**Brief**
Through the last line of the entries, please copy every line exactly, starting with the one that contains "Annotation task. Transcribe".

**Dataset**
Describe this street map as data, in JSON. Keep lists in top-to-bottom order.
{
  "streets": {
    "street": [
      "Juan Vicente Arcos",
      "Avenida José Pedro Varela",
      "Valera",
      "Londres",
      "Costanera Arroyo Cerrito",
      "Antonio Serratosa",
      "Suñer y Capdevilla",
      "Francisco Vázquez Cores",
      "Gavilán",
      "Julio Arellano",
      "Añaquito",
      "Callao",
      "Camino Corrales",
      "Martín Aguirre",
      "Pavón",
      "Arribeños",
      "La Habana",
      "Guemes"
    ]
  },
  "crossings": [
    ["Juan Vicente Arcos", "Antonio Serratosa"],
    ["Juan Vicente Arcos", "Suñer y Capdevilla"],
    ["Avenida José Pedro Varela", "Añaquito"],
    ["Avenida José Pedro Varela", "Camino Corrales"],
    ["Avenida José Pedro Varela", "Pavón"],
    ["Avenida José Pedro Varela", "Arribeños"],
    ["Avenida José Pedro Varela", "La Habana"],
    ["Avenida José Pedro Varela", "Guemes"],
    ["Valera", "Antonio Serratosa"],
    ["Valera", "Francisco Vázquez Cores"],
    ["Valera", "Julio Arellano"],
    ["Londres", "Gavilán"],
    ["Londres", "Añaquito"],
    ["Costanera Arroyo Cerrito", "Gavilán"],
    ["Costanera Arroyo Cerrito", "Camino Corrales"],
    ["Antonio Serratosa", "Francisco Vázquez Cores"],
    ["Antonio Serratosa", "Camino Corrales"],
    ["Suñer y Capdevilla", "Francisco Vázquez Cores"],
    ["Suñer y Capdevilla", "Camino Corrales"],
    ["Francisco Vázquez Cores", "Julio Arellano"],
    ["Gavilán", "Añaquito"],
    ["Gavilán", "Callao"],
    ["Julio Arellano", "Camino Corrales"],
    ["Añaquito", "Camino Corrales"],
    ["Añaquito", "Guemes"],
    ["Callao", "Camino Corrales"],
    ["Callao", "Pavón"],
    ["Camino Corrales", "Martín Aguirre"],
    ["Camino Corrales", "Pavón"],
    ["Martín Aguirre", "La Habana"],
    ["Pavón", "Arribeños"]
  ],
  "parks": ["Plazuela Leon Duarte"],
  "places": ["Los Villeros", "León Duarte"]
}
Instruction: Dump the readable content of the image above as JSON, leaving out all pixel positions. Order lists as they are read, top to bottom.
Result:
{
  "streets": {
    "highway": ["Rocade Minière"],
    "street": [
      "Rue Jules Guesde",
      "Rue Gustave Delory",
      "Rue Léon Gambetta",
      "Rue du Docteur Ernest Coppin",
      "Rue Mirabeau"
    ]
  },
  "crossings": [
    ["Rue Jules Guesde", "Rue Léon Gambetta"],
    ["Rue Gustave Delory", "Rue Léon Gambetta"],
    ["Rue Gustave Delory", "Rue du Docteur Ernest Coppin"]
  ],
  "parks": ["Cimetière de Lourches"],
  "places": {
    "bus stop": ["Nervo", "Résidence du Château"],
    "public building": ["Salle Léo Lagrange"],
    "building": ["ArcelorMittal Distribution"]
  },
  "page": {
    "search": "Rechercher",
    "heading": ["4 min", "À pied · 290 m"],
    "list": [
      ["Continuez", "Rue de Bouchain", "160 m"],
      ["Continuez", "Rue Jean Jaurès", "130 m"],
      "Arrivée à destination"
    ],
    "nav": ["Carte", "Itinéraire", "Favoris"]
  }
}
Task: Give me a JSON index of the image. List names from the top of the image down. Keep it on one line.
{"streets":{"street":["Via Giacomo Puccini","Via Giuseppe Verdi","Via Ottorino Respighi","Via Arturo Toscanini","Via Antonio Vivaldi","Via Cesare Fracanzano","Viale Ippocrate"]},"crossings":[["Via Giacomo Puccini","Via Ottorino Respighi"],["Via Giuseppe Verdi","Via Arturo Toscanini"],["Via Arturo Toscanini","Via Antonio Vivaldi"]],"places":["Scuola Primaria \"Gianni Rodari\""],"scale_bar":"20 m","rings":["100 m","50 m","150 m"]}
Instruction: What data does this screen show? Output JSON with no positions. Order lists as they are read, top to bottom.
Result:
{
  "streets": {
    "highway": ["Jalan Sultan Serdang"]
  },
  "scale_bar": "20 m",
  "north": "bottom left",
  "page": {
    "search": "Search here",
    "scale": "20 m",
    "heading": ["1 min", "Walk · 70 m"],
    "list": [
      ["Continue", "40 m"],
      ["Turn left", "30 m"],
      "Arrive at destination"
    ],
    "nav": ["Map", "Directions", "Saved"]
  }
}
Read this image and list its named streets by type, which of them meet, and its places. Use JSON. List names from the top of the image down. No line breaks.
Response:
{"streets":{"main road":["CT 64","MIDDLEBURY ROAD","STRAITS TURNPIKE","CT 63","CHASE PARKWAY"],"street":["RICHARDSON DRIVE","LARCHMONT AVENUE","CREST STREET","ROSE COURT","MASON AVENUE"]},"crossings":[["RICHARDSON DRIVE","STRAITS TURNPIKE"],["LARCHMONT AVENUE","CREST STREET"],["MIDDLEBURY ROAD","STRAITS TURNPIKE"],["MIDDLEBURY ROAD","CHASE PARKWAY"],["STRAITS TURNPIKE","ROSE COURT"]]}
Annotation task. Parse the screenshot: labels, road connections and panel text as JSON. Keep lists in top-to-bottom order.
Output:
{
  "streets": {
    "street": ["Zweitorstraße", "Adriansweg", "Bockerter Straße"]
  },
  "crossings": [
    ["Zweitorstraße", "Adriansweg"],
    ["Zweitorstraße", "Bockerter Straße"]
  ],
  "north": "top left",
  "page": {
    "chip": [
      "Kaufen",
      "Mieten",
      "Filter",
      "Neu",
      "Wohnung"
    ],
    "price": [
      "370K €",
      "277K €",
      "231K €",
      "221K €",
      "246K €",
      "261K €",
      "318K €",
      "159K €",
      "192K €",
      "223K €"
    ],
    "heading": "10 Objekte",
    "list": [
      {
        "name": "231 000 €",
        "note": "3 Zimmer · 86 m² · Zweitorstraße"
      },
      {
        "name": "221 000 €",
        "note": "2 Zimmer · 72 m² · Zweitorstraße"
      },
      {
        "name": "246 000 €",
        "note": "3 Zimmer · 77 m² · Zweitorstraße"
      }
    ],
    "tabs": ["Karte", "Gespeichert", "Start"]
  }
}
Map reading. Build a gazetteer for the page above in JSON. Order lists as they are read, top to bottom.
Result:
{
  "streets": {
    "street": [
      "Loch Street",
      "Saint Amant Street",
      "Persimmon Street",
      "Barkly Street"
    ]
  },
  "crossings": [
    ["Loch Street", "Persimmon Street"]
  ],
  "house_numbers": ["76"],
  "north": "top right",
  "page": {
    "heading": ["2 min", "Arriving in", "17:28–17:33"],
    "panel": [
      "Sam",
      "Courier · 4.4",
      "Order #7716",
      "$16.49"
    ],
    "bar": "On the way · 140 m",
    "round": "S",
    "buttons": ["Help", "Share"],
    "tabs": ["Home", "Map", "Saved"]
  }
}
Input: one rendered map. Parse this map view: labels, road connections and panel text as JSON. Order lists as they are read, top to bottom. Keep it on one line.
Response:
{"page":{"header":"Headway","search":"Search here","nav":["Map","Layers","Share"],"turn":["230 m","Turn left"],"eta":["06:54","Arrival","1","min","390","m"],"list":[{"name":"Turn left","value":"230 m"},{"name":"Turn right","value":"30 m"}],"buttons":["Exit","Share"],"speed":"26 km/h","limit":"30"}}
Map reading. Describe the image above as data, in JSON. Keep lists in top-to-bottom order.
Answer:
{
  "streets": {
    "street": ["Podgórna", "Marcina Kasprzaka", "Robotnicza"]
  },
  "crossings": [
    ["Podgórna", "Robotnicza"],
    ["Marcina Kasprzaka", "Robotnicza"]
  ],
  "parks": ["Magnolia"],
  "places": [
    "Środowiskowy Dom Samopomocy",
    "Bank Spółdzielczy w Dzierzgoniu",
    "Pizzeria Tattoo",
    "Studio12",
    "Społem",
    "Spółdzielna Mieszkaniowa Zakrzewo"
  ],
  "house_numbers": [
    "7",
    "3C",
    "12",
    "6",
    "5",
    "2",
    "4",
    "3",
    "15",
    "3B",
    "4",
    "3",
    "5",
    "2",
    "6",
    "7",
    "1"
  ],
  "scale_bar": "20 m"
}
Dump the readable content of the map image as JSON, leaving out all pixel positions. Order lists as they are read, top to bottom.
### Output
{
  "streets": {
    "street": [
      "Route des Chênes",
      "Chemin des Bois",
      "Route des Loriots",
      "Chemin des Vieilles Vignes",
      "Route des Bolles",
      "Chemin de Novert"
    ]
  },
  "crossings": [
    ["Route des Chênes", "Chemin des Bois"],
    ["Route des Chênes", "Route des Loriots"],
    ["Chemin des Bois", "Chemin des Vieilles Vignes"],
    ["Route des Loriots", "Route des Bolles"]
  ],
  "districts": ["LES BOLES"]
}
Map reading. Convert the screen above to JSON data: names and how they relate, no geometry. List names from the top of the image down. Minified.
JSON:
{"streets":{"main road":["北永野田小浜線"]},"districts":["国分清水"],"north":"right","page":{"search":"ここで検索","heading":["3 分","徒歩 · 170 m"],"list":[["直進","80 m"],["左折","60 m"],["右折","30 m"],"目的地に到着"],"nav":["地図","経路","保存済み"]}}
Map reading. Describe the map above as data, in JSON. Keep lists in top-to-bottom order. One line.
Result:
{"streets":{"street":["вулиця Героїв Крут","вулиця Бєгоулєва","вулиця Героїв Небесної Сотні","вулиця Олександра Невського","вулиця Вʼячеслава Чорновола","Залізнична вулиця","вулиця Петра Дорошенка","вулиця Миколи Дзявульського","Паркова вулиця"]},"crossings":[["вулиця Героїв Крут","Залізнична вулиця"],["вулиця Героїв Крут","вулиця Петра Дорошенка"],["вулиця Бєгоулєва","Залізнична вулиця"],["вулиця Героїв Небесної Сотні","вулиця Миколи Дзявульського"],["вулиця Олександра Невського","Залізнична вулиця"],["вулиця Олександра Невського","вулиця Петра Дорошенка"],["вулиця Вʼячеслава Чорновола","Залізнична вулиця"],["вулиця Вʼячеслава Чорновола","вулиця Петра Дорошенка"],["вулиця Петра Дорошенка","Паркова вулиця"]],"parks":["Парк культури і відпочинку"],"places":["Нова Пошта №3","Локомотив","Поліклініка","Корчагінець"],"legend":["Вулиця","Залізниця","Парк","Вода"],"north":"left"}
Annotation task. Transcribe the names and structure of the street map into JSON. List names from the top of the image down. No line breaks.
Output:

**Exercise response**
Annotation task. Transcribe the names and structure of the street map into JSON. List names from the top of the image down. No line breaks.
Output:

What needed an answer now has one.